Your spouse contracted to purchase a rental property off plan in 20XX in their name alone as an investment property.
The property was financed with two loans, one of which was secured by an existing property held jointly in your spouse's name and yours.
Both loans were to be serviced by your spouse's income, and they was going to claim deductions for expenses associated with the property.
You had other debts you were servicing in your name.
In 20XX you and your spouse separated, and they took up a new job at a reduced income.
The property was being built at this time and as the loan interest increased, your spouse was unable to afford the interest payments by herself.
Because the loans were in joint names you were required to pay half of the interest cost.
You have contributed a large amount in payments and continue to pay half the shortfall after rental income. You intend this to continue until you can agree on a property settlement on separation.
The property was completed and tenanted in 20XX.

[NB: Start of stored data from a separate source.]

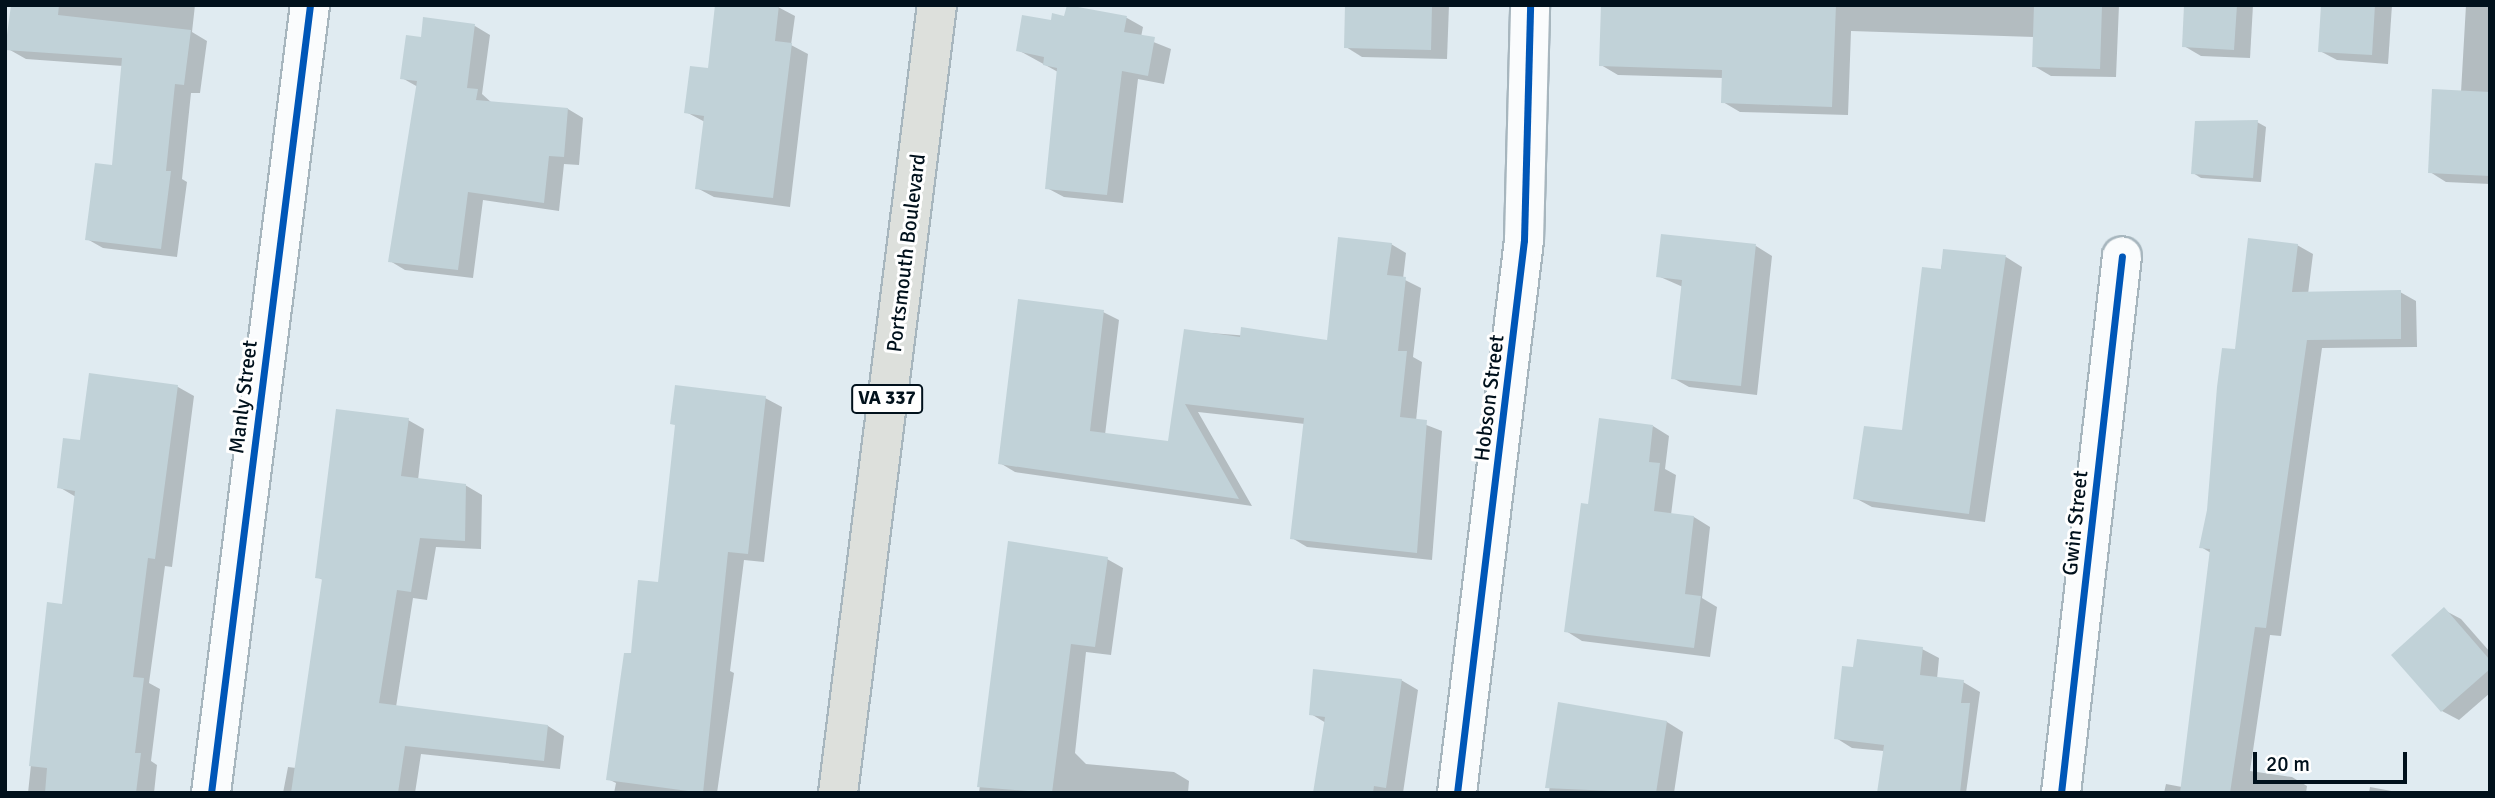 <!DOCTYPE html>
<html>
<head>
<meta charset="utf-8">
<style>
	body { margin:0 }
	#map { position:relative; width:2495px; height:798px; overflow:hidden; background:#e0ebf1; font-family:Signika,sans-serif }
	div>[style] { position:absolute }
	.shadow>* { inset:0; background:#0003 }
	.building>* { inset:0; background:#c1d2d8 }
	.roads { filter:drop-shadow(2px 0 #a7b6be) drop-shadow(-2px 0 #a7b6be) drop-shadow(0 2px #a7b6be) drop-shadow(0 -2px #a7b6be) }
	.minor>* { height:38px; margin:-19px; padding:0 19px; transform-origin:19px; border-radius:19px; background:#fafcfd }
	.primary>* { height:38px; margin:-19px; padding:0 19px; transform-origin:19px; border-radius:19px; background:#dde0dc }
	.cycleway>* { height:7px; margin:-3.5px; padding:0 3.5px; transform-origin:3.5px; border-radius:3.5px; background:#0057b8 }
	span { translate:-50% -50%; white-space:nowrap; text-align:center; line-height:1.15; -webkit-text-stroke:6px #fff; paint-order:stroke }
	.shield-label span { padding:2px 5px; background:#fff; border:2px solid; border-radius:5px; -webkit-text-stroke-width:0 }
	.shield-label { font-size:19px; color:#01111c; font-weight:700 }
	.street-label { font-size:21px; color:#01111c }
	.frame { position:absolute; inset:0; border:7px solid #01111c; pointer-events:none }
	.scale { position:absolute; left:2253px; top:752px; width:154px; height:32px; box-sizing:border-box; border:4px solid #01111c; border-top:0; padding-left:9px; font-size:21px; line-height:24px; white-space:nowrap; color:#01111c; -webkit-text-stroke:5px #fff; paint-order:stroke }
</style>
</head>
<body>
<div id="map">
	<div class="shadow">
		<i style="clip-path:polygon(13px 5px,195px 5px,192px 32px,207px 41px,200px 93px,191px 93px,182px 179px,187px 182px,177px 257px,103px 248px,87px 239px,114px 167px,123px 66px,26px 59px,10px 50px)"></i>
		<i style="clip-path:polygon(1347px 5px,1449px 5px,1447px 59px,1362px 57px,1346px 47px)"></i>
		<i style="clip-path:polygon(1603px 5px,2119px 5px,2116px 77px,2051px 76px,2034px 66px,2035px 37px,1851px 31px,1848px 115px,1740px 112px,1723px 102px,1724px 78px,1618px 75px,1601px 65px)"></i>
		<i style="clip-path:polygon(2186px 5px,2253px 5px,2250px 58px,2201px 56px,2184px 46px)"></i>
		<i style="clip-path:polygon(2323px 5px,2392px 5px,2388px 64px,2337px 60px,2320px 51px)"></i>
		<i style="clip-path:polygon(2466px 5px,2490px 5px,2490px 184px,2446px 182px,2430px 172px,2461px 92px)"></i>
		<i style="clip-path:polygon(778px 7px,795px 16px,791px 45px,808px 54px,790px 207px,714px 197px,697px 188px,705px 122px,686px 112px,709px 70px)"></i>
		<i style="clip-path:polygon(1065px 18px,1127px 18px,1143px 27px,1141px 37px,1171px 49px,1164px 84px,1138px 79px,1123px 203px,1064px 197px,1047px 188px,1058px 72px,1018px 50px,1052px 22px)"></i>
		<i style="clip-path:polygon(475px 26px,490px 35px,482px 94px,492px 103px,568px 109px,583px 118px,579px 165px,564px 164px,559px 211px,483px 200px,473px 278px,405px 270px,390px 261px,418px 87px,402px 78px,422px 39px)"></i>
		<i style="clip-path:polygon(2257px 122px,2266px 127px,2261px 182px,2201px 178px,2193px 173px)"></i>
		<i style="clip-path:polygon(1391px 244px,1406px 253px,1403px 279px,1421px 288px,1413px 357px,1422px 362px,1416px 421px,1442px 431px,1432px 560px,1307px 547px,1292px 538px,1305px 424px,1198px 412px,1252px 506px,1015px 472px,1000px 463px,1103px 312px,1119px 320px,1105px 435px,1169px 443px,1185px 331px,1328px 342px)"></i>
		<i style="clip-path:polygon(2297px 245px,2313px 254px,2308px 294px,2400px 292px,2416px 301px,2417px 347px,2322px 348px,2281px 636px,2270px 635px,2250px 771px,2292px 777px,2307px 786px,2306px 793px,2164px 793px,2166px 784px,2182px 787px,2211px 553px,2201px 547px,2237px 351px)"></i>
		<i style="clip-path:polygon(1756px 246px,1772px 256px,1757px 395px,1689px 387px,1673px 378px,1683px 287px,1658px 276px)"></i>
		<i style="clip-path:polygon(1945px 251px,2006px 257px,2022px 267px,1985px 522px,1872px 507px,1855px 498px,1903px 432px)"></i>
		<i style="clip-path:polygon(91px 375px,178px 387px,194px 396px,172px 567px,165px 566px,149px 683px,160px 689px,151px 761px,157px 765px,154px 793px,28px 793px,48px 604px,63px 606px,76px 497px,59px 487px,81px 442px)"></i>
		<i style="clip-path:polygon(765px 398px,782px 407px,764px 562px,744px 560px,730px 671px,734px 673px,717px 793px,614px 793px,616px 783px,608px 779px,633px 655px,659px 584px)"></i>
		<i style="clip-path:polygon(408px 420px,424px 429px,418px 480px,465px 485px,482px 495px,481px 549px,436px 547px,427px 600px,413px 598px,396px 707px,548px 726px,564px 736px,560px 769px,421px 754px,415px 793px,283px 793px,288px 767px,296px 768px,323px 580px,317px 577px)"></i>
		<i style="clip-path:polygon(1653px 426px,1669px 436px,1665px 469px,1676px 475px,1671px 515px,1694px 517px,1710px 527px,1702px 598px,1717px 607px,1710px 657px,1582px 641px,1566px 631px,1590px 505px)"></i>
		<i style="clip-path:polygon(1009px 543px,1107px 559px,1123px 568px,1111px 655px,1086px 652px,1075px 753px,1086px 764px,1174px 772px,1189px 781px,1188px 793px,979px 793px)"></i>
		<i style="clip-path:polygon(2444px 610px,2461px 619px,2490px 652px,2490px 693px,2459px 720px,2442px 711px)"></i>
		<i style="clip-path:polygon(1922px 649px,1939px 658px,1937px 679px,1963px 682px,1980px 692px,1966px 793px,1879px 793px,1884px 751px,1852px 748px,1836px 738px,1855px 669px)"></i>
		<i style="clip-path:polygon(1401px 680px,1418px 690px,1403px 793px,1314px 793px,1326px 723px,1311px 714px)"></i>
		<i style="clip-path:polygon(1559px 704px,1667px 722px,1683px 732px,1674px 793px,1549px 793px)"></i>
		<i style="clip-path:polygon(2370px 787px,2402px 793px,2369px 793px)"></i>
	</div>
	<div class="building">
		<i style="clip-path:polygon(11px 5px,59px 5px,58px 15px,191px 30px,184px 85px,175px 84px,166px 171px,171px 171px,161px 249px,85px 240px,95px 163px,112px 165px,122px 58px,5px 50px)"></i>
		<i style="clip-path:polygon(715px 5px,779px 5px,775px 41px,792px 43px,773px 198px,695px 189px,704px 116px,684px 113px,690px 66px,708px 68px)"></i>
		<i style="clip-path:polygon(1067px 5px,1127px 16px,1124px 32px,1155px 37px,1148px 76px,1122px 71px,1107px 195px,1045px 189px,1057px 68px,1043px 65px,1044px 57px,1016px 51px,1022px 15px,1051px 20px,1052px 13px,1064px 16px)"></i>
		<i style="clip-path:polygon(1345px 5px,1432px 5px,1431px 50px,1344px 48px)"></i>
		<i style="clip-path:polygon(1601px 5px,1836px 5px,1832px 107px,1721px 103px,1722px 70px,1599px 66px)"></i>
		<i style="clip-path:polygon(2034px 5px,2102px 5px,2100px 69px,2032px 67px)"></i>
		<i style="clip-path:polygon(2184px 5px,2237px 5px,2234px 50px,2182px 47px)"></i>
		<i style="clip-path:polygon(2321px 5px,2375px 5px,2372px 55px,2318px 52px)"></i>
		<i style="clip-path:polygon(423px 17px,475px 24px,467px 88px,478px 89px,476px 100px,568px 108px,564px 157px,549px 156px,544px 203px,468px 192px,458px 270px,388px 262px,417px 81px,400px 79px,406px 35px,421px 37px)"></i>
		<i style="clip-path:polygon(2432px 89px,2490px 92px,2490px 176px,2428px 173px)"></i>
		<i style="clip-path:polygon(2258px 120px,2253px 178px,2191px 174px,2195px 121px)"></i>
		<i style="clip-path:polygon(1661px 234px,1756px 244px,1741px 386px,1671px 379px,1682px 280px,1656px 277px)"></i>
		<i style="clip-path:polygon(1338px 237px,1392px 243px,1387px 275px,1406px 277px,1398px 351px,1407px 351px,1400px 417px,1427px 420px,1417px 553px,1290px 539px,1304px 418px,1185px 404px,1239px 499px,998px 464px,1018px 299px,1104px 310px,1090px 431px,1168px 441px,1184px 329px,1240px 337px,1241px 327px,1327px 340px)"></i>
		<i style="clip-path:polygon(2248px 238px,2298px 244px,2292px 292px,2401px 290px,2401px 339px,2307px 340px,2266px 628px,2255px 627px,2230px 793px,2180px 793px,2210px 549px,2199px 548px,2207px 510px,2217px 387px,2222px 348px,2235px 349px)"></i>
		<i style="clip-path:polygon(1943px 249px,2006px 255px,1969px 514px,1853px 499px,1864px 426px,1902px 430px,1922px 267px,1941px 269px)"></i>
		<i style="clip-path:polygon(89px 373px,178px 385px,155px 559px,148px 558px,133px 677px,144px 678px,135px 753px,141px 753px,136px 793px,45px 793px,47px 768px,29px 766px,47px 602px,62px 604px,75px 491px,57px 488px,63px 438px,80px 440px)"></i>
		<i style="clip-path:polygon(675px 385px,766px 396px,748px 554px,728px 552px,703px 793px,606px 780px,624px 653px,631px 653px,638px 580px,658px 582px,675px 425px,670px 424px)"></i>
		<i style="clip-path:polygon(336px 409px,409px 418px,401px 476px,466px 484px,465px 541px,420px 538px,411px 592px,397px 590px,379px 703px,548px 725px,544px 761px,405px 746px,398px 793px,291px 793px,322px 579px,315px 578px)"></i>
		<i style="clip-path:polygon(1599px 418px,1653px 425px,1649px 462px,1660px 463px,1654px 511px,1694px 516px,1685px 594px,1701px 596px,1694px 648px,1564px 632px,1581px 503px,1588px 504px)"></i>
		<i style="clip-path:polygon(1008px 541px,1108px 557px,1095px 647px,1071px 644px,1052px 793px,977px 787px)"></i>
		<i style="clip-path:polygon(2444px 607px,2490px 660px,2490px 669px,2441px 712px,2391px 655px)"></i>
		<i style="clip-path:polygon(1857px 639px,1923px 647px,1920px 675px,1964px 680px,1961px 703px,1970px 703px,1960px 793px,1877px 793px,1884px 745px,1834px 739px,1842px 666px,1853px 667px)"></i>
		<i style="clip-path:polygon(1313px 669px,1402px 679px,1386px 788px,1374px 786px,1373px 793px,1313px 793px,1325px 717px,1309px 715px)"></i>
		<i style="clip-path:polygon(1558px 702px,1667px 721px,1656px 793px,1545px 788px)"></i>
	</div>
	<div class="roads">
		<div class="minor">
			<i style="left:211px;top:793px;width:794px;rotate:-82.84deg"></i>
			<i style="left:1457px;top:793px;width:557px;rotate:-83.09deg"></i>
			<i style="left:1524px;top:240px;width:235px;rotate:-88.5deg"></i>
			<i style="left:2061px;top:793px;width:540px;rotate:-83.52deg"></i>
		</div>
		<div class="primary">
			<i style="left:838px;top:793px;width:794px;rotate:-82.84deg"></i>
		</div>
	</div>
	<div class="cycleway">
		<i style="left:211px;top:793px;width:794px;rotate:-82.84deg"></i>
		<i style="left:1457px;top:793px;width:557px;rotate:-83.09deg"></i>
		<i style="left:1524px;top:240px;width:235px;rotate:-88.5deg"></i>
		<i style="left:2061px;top:793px;width:540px;rotate:-83.52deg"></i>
	</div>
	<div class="shield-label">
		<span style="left:887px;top:399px">VA 337</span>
	</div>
	<div class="street-label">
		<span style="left:906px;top:253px;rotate:-83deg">Portsmouth Boulevard</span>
		<span style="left:243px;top:397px;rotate:-83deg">Manly Street</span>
		<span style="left:1489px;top:398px;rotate:-83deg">Hobson Street</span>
		<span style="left:2075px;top:523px;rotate:-84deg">Gwin Street</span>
	</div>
	<div class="frame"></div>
	<div class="scale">20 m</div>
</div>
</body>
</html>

A tenant was found by a real estate agent, and rental income is paid into your spouse's bank account.
Reasons for decision
Section 8-1 of the Income Tax Assessment Act 1997 allows a deduction for all losses and outgoings to the extent to which they are incurred in gaining or producing assessable income except where the outgoings are of a capital, private or domestic nature.
Taxation Ruling TR 93/32 states that the net income or loss from a rental property must be shared according to the legal interest of the owners, except in those very limited circumstances where there is sufficient evidence to establish that the equitable interest is different from the legal title.
A person's legal interest in a property is determined by the legal title to that property under the land law legislation in the State or Territory in which the property is situated. The legal owner of the property is recorded on the title deeds for the property issued under that legislation.
In your case, the legal title of the property is in your spouse's name.
You are currently funding half the shortfall after rental income of the property yourself, as your spouse cannot afford to.
While we accept that you are paying some interest and other expenses relating to the property, this does not mean that the equitable interest in the dwelling is different from the legal interest. The expenses are not incurred in gaining your assessable income. These payments are a private arrangement. Therefore, you are not entitled to claim any deductions either for interest paid on the loan or other outgoings for the property.